Yet, this holiday season, as I spend moments of peace and contentment with family, I reflect, rather in awe, on a revolutionary—literally, revolution-filled—2011.  This last year brought us the Arab Spring, the Occupy movement, the European debt crisis, the explosion of internet company valuations, the end of the US war in Iraq, the death of Bin Laden, and the even more pronounced rise of emerging economies.  It has been a singularly turbulent and exhilarating year, leaving the door wide open for new ideas, now possibilities, new “innovations and inspirations” in 2012. So, as everyone preps to play Jay Sean’s “2012″ this New Year’s Eve, I thought I would make several predictions about what we can expect for the emerging markets and the U.S.

Emerging Markets

1. Investing in urban infrastructure—roads, airports, and railroads in particular— will increase at the national level with unprecedented zeal, as some of the world’s most thronged cities become congested to the point of paralysis. In November, I was in Jakarta, Indonesia, the city known for the worst traffic in the world, and remember traveling—in a car, though I probably should have walked— two kilometers in one hour at a time that was supposedly off-peak.  That pace is unsustainable. This past August, I was in a similar jam in Mumbai, India, where the traffic frequently can become similarly unbearable. Yet in India, the government has announced a plan that will help address this issue, committing to spend $90 billion to build 24 cities between Delhi and Mumbai by 2030. This move will help to distribute the population, foster more sanitary urban environments, and generate millions of jobs in manufacturing and energy.  I’m hoping Indonesia catches on and am betting that more countries to attempt massive programs like India’s.

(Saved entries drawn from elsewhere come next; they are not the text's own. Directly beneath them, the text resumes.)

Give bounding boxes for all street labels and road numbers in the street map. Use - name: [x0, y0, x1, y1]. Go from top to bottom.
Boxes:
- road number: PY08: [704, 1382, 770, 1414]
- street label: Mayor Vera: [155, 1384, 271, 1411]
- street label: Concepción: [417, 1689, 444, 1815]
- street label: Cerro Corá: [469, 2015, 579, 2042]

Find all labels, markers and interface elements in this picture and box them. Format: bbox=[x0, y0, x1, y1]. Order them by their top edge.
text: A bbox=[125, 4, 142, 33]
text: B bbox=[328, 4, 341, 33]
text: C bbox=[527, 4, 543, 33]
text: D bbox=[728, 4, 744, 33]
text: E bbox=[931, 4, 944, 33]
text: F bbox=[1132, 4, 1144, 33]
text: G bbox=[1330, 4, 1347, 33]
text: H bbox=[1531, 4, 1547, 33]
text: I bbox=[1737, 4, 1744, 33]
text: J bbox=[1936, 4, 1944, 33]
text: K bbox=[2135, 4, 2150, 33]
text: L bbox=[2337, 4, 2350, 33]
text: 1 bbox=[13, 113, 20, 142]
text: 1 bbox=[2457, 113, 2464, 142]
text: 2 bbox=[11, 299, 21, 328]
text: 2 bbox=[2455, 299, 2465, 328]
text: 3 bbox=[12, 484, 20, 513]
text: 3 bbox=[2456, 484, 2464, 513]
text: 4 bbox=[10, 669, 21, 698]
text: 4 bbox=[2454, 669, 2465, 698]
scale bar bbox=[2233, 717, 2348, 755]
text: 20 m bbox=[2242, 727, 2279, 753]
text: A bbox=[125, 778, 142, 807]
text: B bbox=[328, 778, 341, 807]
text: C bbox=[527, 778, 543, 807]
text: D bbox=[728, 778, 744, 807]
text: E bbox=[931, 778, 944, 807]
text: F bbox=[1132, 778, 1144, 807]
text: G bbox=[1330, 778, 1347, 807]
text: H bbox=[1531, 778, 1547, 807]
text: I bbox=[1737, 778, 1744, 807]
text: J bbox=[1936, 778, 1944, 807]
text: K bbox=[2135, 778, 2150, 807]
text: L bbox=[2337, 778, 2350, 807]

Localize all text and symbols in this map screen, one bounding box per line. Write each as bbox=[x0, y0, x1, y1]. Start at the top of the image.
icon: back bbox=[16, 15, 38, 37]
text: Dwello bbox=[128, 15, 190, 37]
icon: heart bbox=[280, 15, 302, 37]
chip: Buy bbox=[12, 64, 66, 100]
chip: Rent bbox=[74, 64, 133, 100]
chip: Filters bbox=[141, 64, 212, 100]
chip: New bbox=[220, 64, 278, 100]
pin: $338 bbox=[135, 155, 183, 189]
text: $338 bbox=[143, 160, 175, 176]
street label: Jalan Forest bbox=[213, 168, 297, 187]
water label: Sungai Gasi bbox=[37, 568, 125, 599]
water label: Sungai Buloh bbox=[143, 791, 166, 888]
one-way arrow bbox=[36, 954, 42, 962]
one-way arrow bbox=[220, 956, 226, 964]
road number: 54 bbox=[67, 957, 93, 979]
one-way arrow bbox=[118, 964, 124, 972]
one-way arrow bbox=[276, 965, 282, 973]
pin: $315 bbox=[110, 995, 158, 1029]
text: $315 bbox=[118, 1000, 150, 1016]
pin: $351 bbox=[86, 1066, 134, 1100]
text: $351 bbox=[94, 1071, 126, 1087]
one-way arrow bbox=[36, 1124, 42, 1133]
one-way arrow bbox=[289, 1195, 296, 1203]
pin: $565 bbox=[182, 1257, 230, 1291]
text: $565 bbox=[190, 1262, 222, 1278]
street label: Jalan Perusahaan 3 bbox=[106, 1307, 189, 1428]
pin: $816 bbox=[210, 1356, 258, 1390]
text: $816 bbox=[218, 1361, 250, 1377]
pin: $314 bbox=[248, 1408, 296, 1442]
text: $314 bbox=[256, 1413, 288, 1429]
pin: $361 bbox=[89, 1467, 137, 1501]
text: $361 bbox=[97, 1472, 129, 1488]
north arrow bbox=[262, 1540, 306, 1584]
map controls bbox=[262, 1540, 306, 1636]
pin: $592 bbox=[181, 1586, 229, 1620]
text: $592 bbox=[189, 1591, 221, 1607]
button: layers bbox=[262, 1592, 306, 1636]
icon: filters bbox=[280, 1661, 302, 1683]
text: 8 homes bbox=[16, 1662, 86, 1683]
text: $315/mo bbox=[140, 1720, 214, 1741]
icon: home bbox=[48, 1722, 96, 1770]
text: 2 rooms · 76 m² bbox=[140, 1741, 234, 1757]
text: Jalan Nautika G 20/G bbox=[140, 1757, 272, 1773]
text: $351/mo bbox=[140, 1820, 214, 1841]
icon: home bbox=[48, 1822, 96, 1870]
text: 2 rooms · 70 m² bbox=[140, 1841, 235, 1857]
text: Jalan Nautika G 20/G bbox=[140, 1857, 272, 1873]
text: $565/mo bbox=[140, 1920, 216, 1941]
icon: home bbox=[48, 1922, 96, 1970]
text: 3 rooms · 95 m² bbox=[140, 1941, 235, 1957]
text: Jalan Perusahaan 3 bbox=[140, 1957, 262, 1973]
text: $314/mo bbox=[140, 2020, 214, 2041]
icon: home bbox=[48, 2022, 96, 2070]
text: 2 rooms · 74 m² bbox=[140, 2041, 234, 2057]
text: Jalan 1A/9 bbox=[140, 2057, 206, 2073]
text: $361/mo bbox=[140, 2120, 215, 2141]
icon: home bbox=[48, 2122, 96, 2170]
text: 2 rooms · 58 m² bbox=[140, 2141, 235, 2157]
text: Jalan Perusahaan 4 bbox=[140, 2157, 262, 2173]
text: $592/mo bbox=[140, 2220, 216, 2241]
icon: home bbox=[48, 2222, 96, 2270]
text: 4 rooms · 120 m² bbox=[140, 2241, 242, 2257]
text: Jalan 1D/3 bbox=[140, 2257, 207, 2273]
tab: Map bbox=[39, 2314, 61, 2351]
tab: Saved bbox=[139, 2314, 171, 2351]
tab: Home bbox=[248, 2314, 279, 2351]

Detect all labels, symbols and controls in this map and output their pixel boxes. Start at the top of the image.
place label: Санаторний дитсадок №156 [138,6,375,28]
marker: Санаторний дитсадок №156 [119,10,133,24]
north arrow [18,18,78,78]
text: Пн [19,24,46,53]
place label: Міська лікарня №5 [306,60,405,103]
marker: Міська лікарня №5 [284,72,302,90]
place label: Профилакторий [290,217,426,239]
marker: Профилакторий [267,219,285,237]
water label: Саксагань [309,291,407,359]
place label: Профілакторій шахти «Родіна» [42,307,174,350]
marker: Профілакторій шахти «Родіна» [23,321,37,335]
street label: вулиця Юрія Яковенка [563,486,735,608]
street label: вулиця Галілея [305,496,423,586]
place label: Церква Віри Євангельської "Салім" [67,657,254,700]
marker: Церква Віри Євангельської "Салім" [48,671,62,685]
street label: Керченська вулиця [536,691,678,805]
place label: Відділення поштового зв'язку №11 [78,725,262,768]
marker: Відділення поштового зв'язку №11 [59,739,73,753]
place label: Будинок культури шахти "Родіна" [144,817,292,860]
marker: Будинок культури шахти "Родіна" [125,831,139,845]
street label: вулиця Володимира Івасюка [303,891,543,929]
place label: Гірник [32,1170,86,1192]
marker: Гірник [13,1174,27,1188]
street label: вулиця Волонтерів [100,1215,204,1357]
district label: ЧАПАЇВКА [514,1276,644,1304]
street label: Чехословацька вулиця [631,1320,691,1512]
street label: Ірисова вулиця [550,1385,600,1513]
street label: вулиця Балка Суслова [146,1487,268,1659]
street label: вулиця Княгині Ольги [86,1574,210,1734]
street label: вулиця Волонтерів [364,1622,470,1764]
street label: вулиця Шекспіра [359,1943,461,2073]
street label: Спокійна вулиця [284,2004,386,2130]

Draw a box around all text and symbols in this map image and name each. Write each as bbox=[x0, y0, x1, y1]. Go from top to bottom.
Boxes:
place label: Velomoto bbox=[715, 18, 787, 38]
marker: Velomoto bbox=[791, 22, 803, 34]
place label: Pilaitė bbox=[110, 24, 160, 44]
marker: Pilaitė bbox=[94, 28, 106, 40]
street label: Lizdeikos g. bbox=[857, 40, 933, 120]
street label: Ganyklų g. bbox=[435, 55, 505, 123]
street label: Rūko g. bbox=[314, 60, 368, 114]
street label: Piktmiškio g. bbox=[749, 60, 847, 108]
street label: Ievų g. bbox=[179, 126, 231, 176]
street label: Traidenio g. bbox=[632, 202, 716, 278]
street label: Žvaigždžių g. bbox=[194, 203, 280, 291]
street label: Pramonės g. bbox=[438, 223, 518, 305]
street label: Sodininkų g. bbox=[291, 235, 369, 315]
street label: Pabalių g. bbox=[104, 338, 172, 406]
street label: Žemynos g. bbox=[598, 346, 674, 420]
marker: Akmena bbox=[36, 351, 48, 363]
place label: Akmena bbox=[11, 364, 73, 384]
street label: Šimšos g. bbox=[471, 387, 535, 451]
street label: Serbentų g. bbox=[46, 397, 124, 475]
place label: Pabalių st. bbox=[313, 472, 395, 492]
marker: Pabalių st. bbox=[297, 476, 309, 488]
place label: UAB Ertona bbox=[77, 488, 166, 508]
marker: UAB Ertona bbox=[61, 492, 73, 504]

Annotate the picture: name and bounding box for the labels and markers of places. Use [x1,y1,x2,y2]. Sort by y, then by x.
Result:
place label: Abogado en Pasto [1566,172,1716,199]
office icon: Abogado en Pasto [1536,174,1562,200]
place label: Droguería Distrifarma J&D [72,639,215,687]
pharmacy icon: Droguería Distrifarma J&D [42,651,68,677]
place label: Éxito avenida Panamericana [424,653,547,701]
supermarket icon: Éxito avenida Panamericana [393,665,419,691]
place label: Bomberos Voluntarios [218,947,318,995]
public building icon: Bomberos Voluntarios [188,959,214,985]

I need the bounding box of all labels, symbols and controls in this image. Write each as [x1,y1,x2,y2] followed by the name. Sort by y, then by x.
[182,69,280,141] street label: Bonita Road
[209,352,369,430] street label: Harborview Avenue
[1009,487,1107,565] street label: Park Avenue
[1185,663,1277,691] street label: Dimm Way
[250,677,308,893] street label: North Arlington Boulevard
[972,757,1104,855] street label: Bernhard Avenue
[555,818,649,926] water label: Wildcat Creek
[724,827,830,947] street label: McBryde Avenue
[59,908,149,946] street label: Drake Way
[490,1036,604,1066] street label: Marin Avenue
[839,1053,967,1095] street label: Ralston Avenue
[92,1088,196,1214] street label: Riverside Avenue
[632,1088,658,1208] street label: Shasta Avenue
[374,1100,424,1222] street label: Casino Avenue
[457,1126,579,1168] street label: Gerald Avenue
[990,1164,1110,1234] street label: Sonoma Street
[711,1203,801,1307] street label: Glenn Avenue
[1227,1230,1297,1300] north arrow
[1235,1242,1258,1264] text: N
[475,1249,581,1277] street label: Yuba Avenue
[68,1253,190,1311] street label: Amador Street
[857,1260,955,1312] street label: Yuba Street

2. Internet penetration will finally begin to catch up to mobile penetration, growing 30%+ each year in most countries in Asia, Africa, and South America. Brazil (currently at 75mm internet users and 175mm+ mobile phone subscribers) will grow to over 100mm internet users.  India (currently at 50-100mm internet users and 800mm+ mobile phone subscribers) will reach 150mm internet users.  Indonesia (the 4th most populous country in the world with 240mm people, ~90% mobile penetration, and 30-40mm internet users) will hit 50mm+ internet users to bridge the country of islands.

3. The Middle East, specifically Egypt, Iraq, Syria, Sudan, Libya, and 3-4 other countries that we wouldn’t guess, will experience increased violence as clashes continue to erupt and spread over governance.  The citizens that expected positive change after toppling various regimes will be maddened by the lack of it.

4. Most African countries, with the exceptions of some of the ones in the Middle East and those in civil war, will experience 6-8% GDP growth.  It will become the new place venture capital firms begin looking by the end of 2012.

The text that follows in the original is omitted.